The trustee contends that section 547 of the Code as amended by the Bankruptcy Amendments and Federal Judgeship Act of 1984 is applicable to the transfers to the parents.[4] The parents contend that since the mortgage assignments in question took place before the effective date of the 1984 amendments the provisions of section 547 in effect at the time of the assignments are the applicable law. The effect of the 1984 amendment of section 547(b)(4)(B) was to remove the requirement that an insider have "reasonable cause to believe the debtor was insolvent" in order to avoid a transfer to the insider.[5] The parents argue that it is unconstitutional to apply the new statute to a transaction which occurred before the law came into effect, relying on United States v. Security Industrial Bank, 459 U.S. 70, 103 S. Ct. 407, 74 L. Ed. 2d 235 (1982). Although the Supreme Court in Security Industrial Bank refused to apply 11 U.S.C. § 522(f) retroactively, it did not decide the constitutionality of such an application of the statute. Id. at 74, 103 S.Ct. at 410. The court merely found that there was "substantial doubt" whether such an application was constitutional. Id. at 78, 103 S.Ct. at 412. Because of the "substantial doubt" involved, the court reasoned that the appropriate construction was that Congress did not intend section 522(f)(2) to be applied retroactively.

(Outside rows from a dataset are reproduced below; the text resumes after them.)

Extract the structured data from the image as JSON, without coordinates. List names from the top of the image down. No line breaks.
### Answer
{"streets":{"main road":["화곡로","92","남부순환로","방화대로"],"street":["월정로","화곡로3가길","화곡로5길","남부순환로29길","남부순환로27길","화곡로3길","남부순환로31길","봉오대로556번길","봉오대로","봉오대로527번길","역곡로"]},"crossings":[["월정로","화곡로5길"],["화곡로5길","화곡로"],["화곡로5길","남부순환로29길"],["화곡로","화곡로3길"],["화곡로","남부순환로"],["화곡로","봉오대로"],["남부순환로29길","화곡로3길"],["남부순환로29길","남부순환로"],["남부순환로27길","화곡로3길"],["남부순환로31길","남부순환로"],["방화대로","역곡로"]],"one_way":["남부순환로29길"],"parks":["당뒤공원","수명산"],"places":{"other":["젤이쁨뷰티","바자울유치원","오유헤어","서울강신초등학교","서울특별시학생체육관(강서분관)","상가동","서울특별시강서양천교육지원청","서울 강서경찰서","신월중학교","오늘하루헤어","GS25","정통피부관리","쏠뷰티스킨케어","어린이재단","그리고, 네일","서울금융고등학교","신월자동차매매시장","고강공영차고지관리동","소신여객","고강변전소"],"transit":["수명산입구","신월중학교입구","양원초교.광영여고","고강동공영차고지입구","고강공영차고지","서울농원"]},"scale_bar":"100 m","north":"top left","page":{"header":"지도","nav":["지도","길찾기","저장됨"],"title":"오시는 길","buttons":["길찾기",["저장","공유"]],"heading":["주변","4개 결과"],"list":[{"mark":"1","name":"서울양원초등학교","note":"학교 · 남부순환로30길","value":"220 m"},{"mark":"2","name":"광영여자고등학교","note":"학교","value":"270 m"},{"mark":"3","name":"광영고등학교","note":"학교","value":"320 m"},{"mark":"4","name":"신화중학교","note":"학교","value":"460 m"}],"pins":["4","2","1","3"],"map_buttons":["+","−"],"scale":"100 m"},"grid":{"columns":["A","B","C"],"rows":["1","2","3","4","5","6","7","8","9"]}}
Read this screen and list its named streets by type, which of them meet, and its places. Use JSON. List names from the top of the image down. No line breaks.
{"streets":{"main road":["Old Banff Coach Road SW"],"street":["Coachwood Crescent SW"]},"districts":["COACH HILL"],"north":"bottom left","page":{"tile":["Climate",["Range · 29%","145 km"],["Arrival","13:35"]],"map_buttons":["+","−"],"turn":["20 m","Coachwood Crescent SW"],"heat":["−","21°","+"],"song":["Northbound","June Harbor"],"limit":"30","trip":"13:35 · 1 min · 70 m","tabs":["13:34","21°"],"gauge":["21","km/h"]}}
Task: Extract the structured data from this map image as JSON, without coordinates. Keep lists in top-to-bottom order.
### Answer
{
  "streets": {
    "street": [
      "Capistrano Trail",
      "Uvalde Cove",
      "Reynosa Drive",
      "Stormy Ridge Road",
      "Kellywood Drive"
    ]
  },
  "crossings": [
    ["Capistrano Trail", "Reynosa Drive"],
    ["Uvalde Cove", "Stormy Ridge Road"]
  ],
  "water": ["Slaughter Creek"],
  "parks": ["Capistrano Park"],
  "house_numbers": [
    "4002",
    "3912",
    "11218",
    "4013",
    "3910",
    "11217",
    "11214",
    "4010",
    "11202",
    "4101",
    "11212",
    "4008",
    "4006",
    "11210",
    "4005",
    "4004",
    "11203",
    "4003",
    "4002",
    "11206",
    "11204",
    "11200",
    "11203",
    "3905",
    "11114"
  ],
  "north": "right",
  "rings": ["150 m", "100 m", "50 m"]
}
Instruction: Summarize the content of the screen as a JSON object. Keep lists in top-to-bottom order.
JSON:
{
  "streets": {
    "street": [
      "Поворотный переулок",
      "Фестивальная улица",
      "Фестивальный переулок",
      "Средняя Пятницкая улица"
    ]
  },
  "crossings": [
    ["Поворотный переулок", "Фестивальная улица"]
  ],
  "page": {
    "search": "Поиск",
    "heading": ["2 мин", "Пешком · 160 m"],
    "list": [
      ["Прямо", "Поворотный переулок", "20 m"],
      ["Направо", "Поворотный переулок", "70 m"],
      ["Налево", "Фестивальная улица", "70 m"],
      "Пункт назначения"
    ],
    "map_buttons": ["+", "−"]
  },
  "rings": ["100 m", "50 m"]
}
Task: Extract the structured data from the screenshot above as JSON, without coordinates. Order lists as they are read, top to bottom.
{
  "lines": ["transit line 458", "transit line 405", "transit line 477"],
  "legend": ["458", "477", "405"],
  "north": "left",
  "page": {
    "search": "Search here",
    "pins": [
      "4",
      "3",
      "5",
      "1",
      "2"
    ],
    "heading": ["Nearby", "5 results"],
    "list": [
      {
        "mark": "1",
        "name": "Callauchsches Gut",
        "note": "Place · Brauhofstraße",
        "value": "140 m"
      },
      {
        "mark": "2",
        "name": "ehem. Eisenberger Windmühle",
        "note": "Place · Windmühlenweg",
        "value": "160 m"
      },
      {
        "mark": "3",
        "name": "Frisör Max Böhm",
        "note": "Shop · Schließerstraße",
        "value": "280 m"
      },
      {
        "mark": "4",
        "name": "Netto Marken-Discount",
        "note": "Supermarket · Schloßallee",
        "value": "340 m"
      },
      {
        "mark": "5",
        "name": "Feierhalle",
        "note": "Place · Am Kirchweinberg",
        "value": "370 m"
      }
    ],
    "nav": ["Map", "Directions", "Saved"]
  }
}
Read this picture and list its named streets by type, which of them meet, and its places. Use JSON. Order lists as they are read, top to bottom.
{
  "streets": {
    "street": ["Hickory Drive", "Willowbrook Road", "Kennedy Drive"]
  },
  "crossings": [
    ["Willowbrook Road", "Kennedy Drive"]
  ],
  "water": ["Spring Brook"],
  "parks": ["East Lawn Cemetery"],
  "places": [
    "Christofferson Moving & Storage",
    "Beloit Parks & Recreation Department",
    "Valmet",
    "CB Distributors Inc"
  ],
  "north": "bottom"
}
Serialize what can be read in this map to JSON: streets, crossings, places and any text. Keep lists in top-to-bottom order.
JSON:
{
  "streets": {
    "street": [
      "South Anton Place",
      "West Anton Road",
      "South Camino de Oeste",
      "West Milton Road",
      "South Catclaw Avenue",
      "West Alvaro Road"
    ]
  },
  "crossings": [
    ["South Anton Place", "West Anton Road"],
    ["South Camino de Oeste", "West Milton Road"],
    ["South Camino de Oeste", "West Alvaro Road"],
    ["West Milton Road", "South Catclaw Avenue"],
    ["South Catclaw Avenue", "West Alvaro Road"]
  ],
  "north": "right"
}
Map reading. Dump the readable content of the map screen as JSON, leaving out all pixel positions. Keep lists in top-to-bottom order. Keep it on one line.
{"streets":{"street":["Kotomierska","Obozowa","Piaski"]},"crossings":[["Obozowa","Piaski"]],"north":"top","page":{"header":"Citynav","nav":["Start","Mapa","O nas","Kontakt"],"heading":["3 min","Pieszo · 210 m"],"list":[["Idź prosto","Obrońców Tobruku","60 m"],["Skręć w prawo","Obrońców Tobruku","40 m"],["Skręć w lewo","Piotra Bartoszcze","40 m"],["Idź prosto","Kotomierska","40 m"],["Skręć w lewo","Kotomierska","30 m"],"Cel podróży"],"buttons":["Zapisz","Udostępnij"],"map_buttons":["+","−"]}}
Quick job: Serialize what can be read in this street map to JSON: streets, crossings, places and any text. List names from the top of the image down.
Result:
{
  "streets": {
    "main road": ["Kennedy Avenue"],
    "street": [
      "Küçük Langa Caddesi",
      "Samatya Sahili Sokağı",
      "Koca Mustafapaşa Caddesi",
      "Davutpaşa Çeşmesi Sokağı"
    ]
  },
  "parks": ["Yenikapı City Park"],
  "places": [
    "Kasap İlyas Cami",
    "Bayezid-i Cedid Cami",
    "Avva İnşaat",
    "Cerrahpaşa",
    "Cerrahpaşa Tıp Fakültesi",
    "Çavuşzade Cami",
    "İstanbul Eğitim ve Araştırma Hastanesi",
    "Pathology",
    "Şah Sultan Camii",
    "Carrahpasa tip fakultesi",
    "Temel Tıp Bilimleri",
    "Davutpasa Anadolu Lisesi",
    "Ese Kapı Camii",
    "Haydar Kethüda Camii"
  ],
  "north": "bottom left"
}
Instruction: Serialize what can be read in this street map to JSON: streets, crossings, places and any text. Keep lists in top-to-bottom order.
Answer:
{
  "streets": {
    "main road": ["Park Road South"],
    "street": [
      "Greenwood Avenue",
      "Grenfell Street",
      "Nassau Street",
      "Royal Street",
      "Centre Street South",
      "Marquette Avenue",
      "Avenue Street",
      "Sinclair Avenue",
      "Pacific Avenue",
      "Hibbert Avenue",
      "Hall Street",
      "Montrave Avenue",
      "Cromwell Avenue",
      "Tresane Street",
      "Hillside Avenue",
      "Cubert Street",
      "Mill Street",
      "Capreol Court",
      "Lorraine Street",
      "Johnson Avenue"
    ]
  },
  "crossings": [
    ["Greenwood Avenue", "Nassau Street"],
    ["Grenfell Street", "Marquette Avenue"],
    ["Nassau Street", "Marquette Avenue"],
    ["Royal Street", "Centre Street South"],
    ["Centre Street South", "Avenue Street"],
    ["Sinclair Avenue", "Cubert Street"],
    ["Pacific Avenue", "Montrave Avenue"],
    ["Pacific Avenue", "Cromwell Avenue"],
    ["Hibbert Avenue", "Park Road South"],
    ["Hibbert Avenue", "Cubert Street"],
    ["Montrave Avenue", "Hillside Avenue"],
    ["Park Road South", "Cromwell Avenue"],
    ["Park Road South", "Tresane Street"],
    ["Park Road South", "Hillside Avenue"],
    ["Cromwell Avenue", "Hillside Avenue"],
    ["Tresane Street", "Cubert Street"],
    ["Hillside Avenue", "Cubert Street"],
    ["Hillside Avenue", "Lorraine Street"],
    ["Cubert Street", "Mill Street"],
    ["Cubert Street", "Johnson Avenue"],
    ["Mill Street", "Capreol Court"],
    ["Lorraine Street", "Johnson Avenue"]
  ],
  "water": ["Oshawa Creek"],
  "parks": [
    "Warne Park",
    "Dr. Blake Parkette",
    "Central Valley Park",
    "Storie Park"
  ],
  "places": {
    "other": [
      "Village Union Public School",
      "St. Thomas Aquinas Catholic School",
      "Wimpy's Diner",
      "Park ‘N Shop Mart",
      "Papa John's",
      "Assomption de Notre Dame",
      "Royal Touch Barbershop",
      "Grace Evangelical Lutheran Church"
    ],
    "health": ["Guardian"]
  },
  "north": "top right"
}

Id. at 78-82, 103 S.Ct. at 412-14. Therefore, Security Industrial Bank does not say that retroactive application of a statute is per se unconstitutional.
Furthermore, the situation in Security Industrial Bank is not at all analogous to the one in this proceeding. The creditors in Security Industrial Bank obtained valid liens prior to the enactment of section 522(f). It is clear that the creditors in Security Industrial Bank necessarily relied on the prior law when they took their security interests. See footnote 8, infra. In the present case the new version of section 547 had already been enacted when the parents received repayment of their loans on August 15, 1984.[6] Thus there was notice that if the debtors filed for relief after October, 1984 the new section would be applicable to the transactions. Numerous analagous cases dealing with the "gap period" between the enactment and effective date of section 522(f) have held that the "retroactive" divestment of gap period transactions is not unconstitutional. See *985 e.g. In Re Sweeney, 7 B.R. 814, 819 (Bankr. E.D.Wis.1980), reversed sub. nom., In Re Gifford 669 F.2d 468 (7th Cir.1982); reinstated on reh. en banc, 688 F.2d 447 (7th Cir.1982), and cases cited therein; In Re Steinart, 4 B.R. 354, 358 (Bankr.W.D.La. 1980); In Re Beck, 4 B.R. 661 (Bankr.C.D. Ill.1980); In Re Head, 4 B.R. 521 (Bankr.D. Tenn.1980).[7]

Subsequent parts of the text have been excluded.